Il Fondo BMVI (Border Management and Visa Instrument) è lo strumento di sostegno finanziario per la gestione delle frontiere e la politica dei visti, che sostituisce il Fondo di sicurezza interna per le frontiere esterne e i visti (ISF), a cui la Svizzera partecipa dall'agosto 2018.

Il Bmvi è destinato a sostenere gli Stati aderenti a Schengen che, a causa delle dimensioni delle loro frontiere esterne terrestri o marittime o della presenza di grandi aeroporti internazionali, sostengono un pesante onere finanziario nella protezione delle frontiere esterne.

Contribuirà inoltre allo sviluppo della politica comune dei visti e all'attuazione della gestione europea integrata delle frontiere esterne da parte degli Stati Schengen. L'obiettivo è combattere l'immigrazione illegale e facilitare i viaggi legali.

In sette anni Berna dovrebbe contribuire con circa 300 milioni di euro (circa 285 milioni di franchi al cambio attuale) e riceverà - come gli atri Stati Schengen - finanziamenti per le misure nazionali, che ammontano a circa 50 milioni di euro.

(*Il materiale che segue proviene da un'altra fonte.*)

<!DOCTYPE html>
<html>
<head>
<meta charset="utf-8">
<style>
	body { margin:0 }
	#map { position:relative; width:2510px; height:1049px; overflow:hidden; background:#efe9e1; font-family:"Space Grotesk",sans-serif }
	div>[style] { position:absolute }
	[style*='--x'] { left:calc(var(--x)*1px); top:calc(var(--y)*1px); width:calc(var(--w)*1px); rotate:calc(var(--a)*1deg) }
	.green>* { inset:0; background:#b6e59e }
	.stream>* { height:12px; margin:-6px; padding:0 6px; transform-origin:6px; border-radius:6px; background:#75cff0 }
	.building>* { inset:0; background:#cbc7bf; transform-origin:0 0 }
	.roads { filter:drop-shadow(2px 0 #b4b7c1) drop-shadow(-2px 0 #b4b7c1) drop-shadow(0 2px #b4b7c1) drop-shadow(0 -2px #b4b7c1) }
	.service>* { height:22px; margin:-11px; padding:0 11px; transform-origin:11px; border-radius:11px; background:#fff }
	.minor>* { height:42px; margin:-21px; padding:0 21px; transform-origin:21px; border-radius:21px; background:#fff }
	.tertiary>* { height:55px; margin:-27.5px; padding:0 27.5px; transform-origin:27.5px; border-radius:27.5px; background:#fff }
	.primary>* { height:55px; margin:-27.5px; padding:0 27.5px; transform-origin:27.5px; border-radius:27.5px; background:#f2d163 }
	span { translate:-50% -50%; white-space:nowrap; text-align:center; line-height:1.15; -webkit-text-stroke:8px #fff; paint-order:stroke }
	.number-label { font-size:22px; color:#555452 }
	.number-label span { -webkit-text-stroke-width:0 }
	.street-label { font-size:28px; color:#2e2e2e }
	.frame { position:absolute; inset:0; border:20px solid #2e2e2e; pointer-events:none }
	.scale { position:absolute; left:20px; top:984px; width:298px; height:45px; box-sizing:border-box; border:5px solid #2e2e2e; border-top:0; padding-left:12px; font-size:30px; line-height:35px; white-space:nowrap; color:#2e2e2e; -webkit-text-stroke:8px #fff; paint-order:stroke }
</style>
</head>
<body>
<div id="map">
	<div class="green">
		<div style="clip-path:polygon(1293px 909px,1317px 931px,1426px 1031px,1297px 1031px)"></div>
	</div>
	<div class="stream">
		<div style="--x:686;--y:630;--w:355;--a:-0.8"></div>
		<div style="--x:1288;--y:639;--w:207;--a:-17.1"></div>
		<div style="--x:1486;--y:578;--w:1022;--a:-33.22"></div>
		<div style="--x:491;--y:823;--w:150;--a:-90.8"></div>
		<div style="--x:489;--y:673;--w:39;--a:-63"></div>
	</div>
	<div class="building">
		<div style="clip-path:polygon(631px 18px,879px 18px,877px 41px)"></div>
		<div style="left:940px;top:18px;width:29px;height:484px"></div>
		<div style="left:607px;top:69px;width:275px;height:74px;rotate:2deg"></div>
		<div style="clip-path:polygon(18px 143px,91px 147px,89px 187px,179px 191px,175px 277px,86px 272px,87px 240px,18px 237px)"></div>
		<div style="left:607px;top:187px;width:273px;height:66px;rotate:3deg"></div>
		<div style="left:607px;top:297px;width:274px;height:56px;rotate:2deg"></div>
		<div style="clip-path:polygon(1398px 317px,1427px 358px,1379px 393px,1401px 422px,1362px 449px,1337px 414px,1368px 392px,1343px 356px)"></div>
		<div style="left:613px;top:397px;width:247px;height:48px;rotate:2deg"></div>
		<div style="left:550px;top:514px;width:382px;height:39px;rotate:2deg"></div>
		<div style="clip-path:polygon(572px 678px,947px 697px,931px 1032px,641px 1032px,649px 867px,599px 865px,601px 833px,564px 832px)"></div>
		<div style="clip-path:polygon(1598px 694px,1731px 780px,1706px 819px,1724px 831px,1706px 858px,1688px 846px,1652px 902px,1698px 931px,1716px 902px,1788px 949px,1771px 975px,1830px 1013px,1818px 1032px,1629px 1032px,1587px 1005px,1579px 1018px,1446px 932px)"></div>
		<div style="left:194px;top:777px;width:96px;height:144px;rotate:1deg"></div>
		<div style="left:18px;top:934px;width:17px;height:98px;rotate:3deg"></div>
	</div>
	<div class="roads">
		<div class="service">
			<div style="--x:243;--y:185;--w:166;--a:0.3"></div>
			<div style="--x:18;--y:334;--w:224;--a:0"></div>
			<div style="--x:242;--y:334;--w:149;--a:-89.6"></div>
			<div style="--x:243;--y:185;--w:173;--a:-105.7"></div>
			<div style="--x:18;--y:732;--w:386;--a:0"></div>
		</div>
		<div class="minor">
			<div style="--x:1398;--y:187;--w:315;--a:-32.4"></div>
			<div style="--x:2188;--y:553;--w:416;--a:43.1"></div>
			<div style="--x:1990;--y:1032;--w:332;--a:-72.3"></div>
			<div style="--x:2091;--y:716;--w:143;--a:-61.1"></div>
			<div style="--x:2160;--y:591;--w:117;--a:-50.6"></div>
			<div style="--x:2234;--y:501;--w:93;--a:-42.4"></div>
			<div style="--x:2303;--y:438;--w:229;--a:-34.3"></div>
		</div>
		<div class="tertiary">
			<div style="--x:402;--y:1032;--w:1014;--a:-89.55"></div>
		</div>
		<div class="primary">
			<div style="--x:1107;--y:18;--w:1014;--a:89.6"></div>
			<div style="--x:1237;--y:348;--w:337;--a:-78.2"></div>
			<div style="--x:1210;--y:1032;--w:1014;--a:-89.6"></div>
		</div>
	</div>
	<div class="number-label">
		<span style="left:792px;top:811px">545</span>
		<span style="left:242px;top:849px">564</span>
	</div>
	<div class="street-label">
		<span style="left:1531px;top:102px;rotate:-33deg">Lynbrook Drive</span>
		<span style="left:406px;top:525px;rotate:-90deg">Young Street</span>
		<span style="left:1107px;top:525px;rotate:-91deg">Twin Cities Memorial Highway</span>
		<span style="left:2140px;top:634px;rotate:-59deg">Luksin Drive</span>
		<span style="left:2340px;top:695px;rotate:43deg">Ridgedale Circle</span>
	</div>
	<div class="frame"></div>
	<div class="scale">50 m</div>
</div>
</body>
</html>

L'udc si è opposta al progetto: pagheremo 300 milioni all'UE ma le nostre frontiere rimarranno piene di buchi, ha sostenuto Erich Hess (UDC/BE). A suo avviso la Svizzera dovrebbe concentrarsi sul controllo dei propri confini.

Il rafforzamento della cooperazione contribuirà a ridurre il numero di ingressi illegali in Svizzera, ha replicato la relatrice commissionale Jacqueline de Quattro (PLR/VD). I cantoni non dovranno sostenere costi aggiuntivi, ha aggiunto.